HbA1c declined from 8.62 ± 0.74% to 7.71 ± 0.58% at Week 24 (mean reduction: −0.91%; 95% CI: −1.08 to − 0.74%; p < 0.001). By Week 24, 60 patients (69.0%) achieved HbA1c < 8.0%, 31 (35.6%) achieved < 7.5%, and 9 (10.3%) reached < 7.0%. Fasting plasma glucose fell by 35.6 mg/dL (95% CI: −42.8 to − 28.4; p < 0.001) and post-prandial glucose by 47.6 mg/dL (95% CI: −57.9 to − 37.3; p < 0.001). Body weight decreased by 2.27 kg (95% CI: −4.29 to − 0.25; p = 0.028) and waist circumference by 2.36 cm (95% CI: −4.19 to − 0.53; p = 0.012). Systolic blood pressure fell by 6.3 mmHg (95% CI: −9.9 to − 2.7; p = 0.001). A biphasic eGFR trajectory was documented: dip to 83.1 ± 11.9 mL/min/1.73 m² at Week 12, recovering to 85.6 ± 11.2 at Week 24 (p = 0.007 vs. baseline). ALP decreased significantly (− 11.7 U/L; 95% CI: −18.4 to − 5.0; p = 0.001). Baseline HbA1c was the only independent predictor of glycaemic response on multivariable regression (β=−0.47 per %; p < 0.001; adjusted R²=0.32). No between-drug difference was detected (p = 0.62), though the study was not powered to demonstrate equivalence.
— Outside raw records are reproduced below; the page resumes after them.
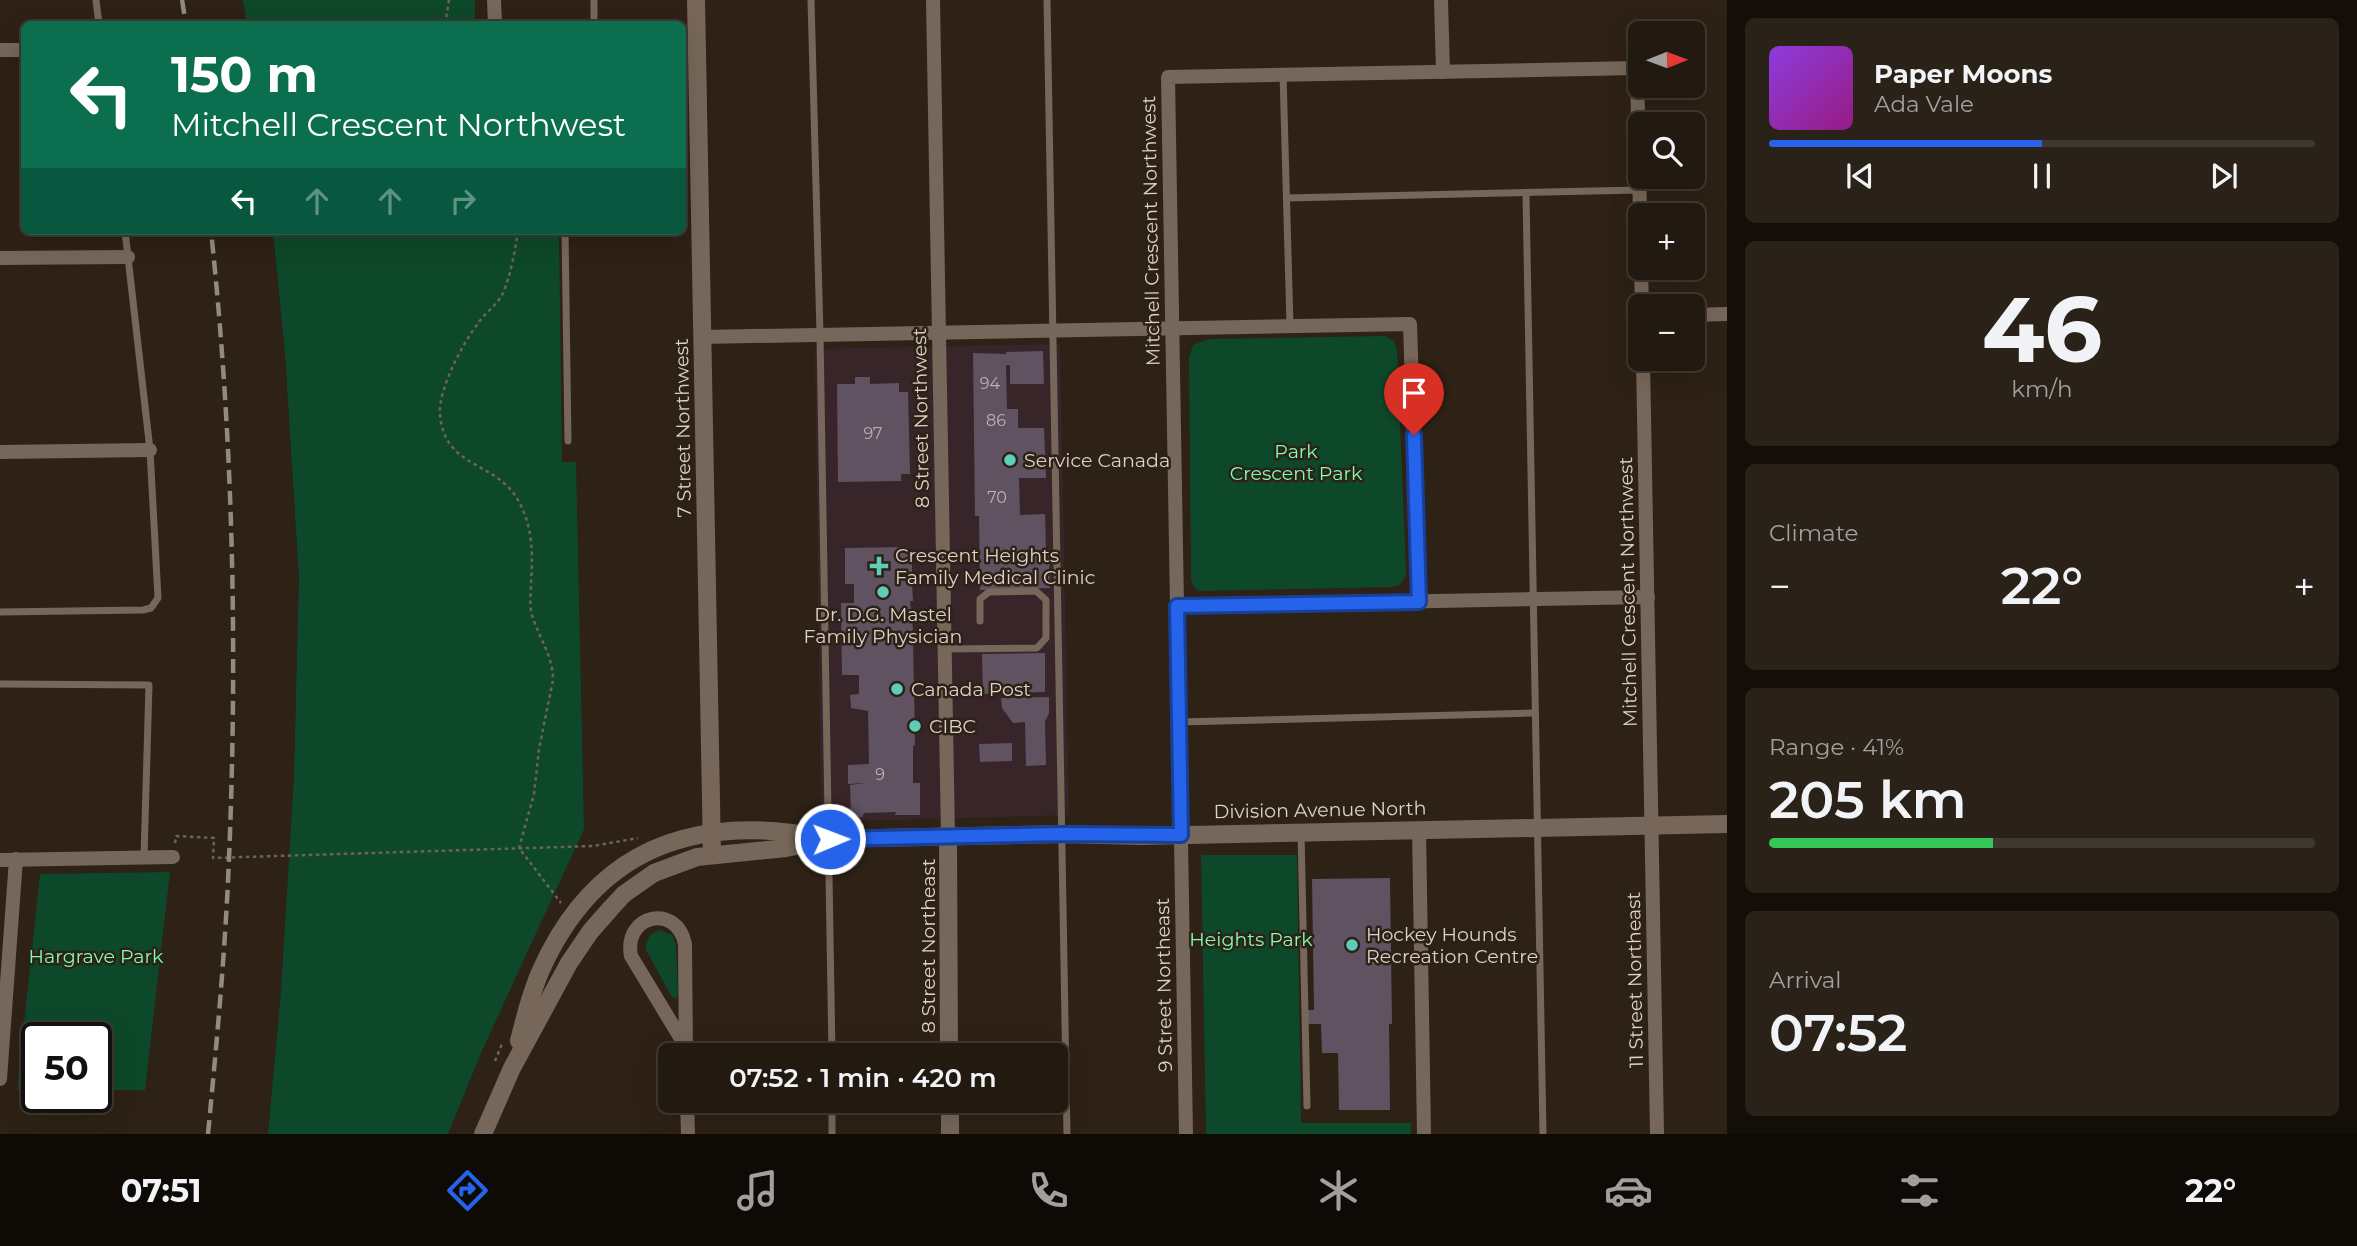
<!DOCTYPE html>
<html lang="en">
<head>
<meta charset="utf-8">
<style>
  body { margin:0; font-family:Montserrat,sans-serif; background:#2a2219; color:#f1f3f6; height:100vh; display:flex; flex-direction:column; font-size:26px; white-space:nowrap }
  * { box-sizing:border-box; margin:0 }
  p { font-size:23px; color:#a2a09f }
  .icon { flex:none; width:38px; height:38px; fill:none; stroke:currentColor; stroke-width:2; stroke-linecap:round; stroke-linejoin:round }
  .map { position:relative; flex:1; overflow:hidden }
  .panel { display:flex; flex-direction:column; gap:18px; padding:18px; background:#130e09; width:630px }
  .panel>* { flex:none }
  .guide { position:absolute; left:21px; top:21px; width:665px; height:214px; border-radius:10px; box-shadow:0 7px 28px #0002,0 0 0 2px #3f3830; background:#0b6e4f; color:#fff; overflow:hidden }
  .needle { width:46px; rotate:89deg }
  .buttons { position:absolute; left:1628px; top:21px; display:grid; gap:14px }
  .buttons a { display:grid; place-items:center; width:77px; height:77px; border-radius:10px; background:#221910; box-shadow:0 7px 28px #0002,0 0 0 2px #3f3830; font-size:35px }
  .speed { position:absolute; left:21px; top:1022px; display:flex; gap:14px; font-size:35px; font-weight:700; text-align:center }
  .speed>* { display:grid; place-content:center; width:91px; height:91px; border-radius:50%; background:#221910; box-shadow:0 7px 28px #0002,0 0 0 2px #3f3830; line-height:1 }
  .speed .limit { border:4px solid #111; border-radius:10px; background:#fff; color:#111 }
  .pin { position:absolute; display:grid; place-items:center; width:60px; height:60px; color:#fff; margin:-72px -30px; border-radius:50% 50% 50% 0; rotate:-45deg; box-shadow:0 0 7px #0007 }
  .pin .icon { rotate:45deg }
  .me { position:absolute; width:77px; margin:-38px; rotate:89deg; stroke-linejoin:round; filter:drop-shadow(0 0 5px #0008) }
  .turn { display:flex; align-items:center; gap:24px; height:147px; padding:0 35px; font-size:32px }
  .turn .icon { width:91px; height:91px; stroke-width:2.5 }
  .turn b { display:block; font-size:49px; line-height:60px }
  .lanes { display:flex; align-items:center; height:66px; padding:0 35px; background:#0003; justify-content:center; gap:35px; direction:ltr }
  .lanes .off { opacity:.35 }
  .big { font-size:52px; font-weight:600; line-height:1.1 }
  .panel .widget { flex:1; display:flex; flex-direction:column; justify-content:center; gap:10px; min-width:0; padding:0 24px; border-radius:10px; background:#2a2219 }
  .panel .dial { align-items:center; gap:0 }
  .dial b { font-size:91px; line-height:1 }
  .song { display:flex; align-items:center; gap:21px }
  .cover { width:84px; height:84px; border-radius:10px; background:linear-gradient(135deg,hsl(270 70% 55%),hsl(310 70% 35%)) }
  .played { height:7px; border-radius:4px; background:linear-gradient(90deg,#2563eb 50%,#3f3830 50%) }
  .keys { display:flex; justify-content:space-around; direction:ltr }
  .heat { display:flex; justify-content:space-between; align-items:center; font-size:38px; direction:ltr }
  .charge { height:10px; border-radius:5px; background:linear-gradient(90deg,#34c759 41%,#3f3830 0) }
  .trip { position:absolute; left:658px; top:1043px; width:410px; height:70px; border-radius:10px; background:#221910; box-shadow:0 7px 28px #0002,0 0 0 2px #3f3830; font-weight:600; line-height:70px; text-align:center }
  .tabs { display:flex; height:112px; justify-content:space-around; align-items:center; background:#0e0a06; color:#a2a09f }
  .tabs .icon { width:49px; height:49px }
  .tabs .selected { color:#2563eb }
  .tabs b { font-size:32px; color:#f1f3f6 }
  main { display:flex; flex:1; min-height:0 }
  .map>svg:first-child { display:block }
  .commercial { fill:#38252a }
  .green { fill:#0e482a }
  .building { fill:#605261 }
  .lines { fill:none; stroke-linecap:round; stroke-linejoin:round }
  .path { stroke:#6e6358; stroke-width:2.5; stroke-dasharray:3.5 3.5; stroke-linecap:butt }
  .lane { stroke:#77675a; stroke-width:7 }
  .street { stroke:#77675a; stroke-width:14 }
  .secondary { stroke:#77675a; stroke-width:18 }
  .rail { stroke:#948a81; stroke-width:4.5; stroke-dasharray:14 7; stroke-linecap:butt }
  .route-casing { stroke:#184099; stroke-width:18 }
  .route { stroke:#2563eb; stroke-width:12 }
  .poi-dot { fill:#5dceb9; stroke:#2e2115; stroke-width:2.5 }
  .labels { text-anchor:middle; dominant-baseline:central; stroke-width:5; stroke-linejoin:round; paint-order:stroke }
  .number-label { font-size:16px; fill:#bcb2b0 }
  .street-label { font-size:19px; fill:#dbd2cb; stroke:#2e2115 }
  .park-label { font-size:19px; fill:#7efeb4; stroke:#2e2115 }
  .poi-label { font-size:19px; fill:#dbd2cb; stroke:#2e2115; text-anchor:start }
</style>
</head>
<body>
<main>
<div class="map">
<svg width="1727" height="1134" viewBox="0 0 1727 1134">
  <rect width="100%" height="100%" fill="#2e2115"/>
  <!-- commercial -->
  <path class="commercial" d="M1060 344 1069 815 821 822 815 349Z"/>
  <!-- green -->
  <g class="green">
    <path d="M243 0H475V24H247Z"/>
    <path d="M273 231H559L562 462H576L584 829 481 1053 448 1134H268L281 992 294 777 299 577 285 353Z"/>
    <path d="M1385 336 1394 341 1397 350 1406 570C1406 579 1402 585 1393 587L1198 591 1192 584 1191 578 1189 358 1193 345 1208 339Z"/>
    <path d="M1201 855H1297L1301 1123H1411V1134H1206Z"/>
    <path d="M170 872 145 1090H96V1038H37V1090H17L40 874Z"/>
    <path d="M659 930 672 935 676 944 678 996 676 999 672 997 646 950V944L650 935Z"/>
  </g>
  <!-- building -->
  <g class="building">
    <path d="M1043 351 1044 384H1010V365H1006L1007 409H1018V428H1044L1046 478H1019L1020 515 1045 514 1046 550H1049L1050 588 980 590 979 516H975L973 353 1006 354V352Z"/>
    <path d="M855 377H870V384L899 383V392H908L910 474H901V481L838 482 837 384H855Z"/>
    <path d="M908 547V553H912V578L909 579V583H912L913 601H910L913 629 911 638H913L915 745 913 746V783H920V815H895L896 812 864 813 862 818 851 813 850 785 865 783 848 784V765L869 764 868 711 851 708 850 695 859 694V675H842L841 603H854V584H845V548Z"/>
    <path d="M1045 653V692L983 694 982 654Z"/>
    <path d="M1049 697V713L1045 722 1046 765 1026 766 1025 722 1013 723 1002 708 1001 698Z"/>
    <path d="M1012 743V761L980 762 979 744Z"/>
    <path d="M1390 878 1392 1024H1389L1390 1110H1339L1338 1053H1322L1321 1024H1307L1306 1010H1314L1312 879Z"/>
  </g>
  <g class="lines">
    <!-- path -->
    <g class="path">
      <path d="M445 24 449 0"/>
      <path d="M518 231C515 251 511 274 503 293 498 304 486 312 479 322 464 341 438 389 440 414 444 469 495 460 518 500 533 527 533 554 531 583 531 593 529 605 532 615 539 638 553 656 553 680L539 749 534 794 519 848 561 903"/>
      <path d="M175 843 176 836 214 838 213 858 593 846 638 838"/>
      <path d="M495 1061 502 1044"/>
    </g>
    <!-- lane -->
    <g class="lane">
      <path d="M96 0 99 24"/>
      <path d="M594 0V24"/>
      <path d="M811 0 820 334 832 1055"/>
      <path d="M1047 0 1067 1134"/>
      <path d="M1283 74 1290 325"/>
      <path d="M1526 194 1543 1134"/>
      <path d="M1287 198 1639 190"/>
      <path d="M565 231 568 441"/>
      <path d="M0 612 143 610 151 608 158 598 150 450 125 231"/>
      <path d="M945 649 1037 648 1046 638V600L1036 591 989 592 980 599V621"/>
      <path d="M0 684 149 685 144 857"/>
      <path d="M1179 722 1535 713"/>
      <path d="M1301 832 1307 1106"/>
      <path d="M832 1101V1134"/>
    </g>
    <!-- street -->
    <g class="street">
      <path d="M494 0 495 24"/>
      <path d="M933 0 948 836"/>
      <path d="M1441 0 1443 72"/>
      <path d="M0 50H24"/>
      <path d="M0 258 128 257"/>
      <path d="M1641 268 1642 306"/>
      <path d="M1692 315 1727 314"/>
      <path d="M702 337 1410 324 1419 602"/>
      <path d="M1643 359 1657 1134"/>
      <path d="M0 452 150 450"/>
      <path d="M1176 606 1648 597"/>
      <path d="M1419 829 1424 1134"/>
      <path d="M0 860 173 857"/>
      <path d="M686 1047 631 956C623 914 677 903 685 944L686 1055"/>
      <path d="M0 1079 16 859"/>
      <path d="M687 1101 688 1134"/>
      <path d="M1186 1134 1168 77 1637 68 1640 215"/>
    </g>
    <!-- secondary -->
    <g class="secondary">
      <path d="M696 0 712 854"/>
      <path d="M948 836 949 1055"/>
      <path d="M519 1041C525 1017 531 993 541 970 596 848 694 814 819 837"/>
      <path d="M950 1101V1134"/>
      <path d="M483 1134 512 1068 569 963 590 932 611 908 624 894 654 873 697 857 786 848 830 839 1062 834 1141 836 1727 824"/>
    </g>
    <!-- rail -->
    <g class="rail">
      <path d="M182 0 186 24"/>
      <path d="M208 1134C216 1050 224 965 228 881 238 664 234 447 211 231"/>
    </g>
  </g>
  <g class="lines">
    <!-- route casing -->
    <g class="route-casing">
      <path id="route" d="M830 839 1062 834 1181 835 1177 606 1419 602 1414 435"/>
    </g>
    <!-- route -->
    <use href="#route" class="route"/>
  </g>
  <!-- markers -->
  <g class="poi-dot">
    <circle cx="1010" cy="460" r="7"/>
    <path d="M875.5 555.5h7v7h7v7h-7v7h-7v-7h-7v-7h7z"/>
    <circle cx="883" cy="592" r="7"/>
    <circle cx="897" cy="689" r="7"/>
    <circle cx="915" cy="726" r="7"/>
    <circle cx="1352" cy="945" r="7"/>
  </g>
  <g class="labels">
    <!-- number labels -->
    <g class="number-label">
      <text x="990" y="383">94</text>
      <text x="996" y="420">86</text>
      <text x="873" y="433">97</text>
      <text x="997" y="497">70</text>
      <text x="880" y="774">9</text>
    </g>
    <!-- street labels -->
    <g class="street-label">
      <text transform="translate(1151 231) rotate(-91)">Mitchell Crescent Northwest</text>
      <text transform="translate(921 418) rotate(-91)">8 Street Northwest</text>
      <text transform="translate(683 428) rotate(-91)">7 Street Northwest</text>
      <text transform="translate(1628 592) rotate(-91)">Mitchell Crescent Northwest</text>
      <text transform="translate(1320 810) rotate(-1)">Division Avenue North</text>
      <text transform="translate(928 946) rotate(-90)">8 Street Northeast</text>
      <text transform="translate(1635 980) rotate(-91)">11 Street Northeast</text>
      <text transform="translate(1164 985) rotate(-91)">9 Street Northeast</text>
    </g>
    <!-- park labels -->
    <g class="park-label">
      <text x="1296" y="451">Park<tspan x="1296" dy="22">Crescent Park</tspan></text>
      <text x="1251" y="939">Heights Park</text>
      <text x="96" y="956">Hargrave Park</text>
    </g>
    <!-- poi labels -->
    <g class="poi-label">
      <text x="1024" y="460">Service Canada</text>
      <text x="895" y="555">Crescent Heights<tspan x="895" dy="22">Family Medical Clinic</tspan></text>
      <text x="883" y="614" text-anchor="middle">Dr. D.G. Mastel<tspan x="883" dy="22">Family Physician</tspan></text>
      <text x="911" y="689">Canada Post</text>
      <text x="929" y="726">CIBC</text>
      <text x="1366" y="934">Hockey Hounds<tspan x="1366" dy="22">Recreation Centre</tspan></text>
    </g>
  </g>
</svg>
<div class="buttons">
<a><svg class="needle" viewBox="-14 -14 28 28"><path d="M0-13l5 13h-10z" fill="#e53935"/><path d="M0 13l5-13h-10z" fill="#a2a09f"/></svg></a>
<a><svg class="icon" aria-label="search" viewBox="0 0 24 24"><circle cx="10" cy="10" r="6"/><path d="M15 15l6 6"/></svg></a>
<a>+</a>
<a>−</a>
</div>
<div class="speed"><div class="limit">50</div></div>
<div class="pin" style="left:1414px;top:435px;background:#d93025"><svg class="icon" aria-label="arrive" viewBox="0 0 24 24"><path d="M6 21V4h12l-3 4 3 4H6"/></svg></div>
<svg class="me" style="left:830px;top:839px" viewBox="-20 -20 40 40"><circle r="17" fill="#2563eb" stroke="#fff" stroke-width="3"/><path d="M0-11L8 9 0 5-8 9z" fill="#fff"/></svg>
<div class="trip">07:52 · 1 min · 420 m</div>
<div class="guide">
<div class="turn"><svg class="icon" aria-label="left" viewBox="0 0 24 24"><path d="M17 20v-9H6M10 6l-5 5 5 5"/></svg><div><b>150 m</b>Mitchell Crescent Northwest</div></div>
<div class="lanes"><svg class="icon" aria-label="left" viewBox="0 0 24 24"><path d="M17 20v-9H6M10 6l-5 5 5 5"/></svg><svg class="icon off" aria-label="ahead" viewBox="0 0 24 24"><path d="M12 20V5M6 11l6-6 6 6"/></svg><svg class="icon off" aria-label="ahead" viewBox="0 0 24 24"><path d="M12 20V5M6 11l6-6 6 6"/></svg><svg class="icon off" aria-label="right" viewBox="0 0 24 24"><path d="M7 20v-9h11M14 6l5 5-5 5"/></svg></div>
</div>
</div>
<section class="panel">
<div class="widget">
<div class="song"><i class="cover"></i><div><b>Paper Moons</b><p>Ada Vale</p></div></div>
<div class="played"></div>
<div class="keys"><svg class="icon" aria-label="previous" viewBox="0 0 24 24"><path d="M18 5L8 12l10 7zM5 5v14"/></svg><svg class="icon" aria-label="pause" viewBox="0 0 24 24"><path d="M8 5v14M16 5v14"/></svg><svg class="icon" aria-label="next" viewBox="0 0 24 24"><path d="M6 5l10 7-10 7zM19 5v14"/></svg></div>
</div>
<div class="widget dial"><b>46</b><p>km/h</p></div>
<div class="widget"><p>Climate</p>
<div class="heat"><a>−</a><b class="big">22°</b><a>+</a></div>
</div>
<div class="widget"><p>Range · 41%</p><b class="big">205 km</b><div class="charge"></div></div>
<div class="widget"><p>Arrival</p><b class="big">07:52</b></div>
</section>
</main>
<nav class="tabs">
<b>07:51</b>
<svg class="icon selected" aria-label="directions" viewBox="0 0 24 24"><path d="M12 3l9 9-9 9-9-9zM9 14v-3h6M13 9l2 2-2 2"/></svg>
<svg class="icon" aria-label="music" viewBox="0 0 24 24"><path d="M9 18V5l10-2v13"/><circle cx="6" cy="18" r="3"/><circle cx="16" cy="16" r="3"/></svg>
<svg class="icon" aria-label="phone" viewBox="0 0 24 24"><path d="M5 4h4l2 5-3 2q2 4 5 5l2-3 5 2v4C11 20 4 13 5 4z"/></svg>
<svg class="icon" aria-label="climate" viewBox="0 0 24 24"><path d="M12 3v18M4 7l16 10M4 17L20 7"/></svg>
<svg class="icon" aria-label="car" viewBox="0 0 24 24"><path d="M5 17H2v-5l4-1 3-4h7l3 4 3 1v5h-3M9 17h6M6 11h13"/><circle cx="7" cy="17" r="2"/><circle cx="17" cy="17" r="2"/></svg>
<svg class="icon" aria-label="filters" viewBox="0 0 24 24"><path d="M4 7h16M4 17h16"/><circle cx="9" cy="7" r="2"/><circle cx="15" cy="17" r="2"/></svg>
<b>22°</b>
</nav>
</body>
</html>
Patients with baseline HbA1c 8.5–10.0% achieved a greater absolute reduction (− 1.15%) than those with 7.5–8.5% (− 0.63%; p = 0.003), a gradient partly attributable to regression to the mean; the lower-baseline subgroup, however, more frequently reached glycaemic targets. Genital mycotic infections occurred in 10.3% of women versus 2.1% of men. No serious adverse events occurred.

Conclusion

In this uncontrolled real-world cohort, SGLT2 inhibitor triple therapy was associated with multidimensional metabolic improvement in South Indian T2DM. No difference between the two agents was detected, though the study was not designed to establish equivalence. Baseline HbA1c independently predicted the magnitude of glycaemic response. Because the design was observational and lacked a comparator, these associations are hypothesis-generating and support earlier intensification while awaiting confirmation in randomised trials.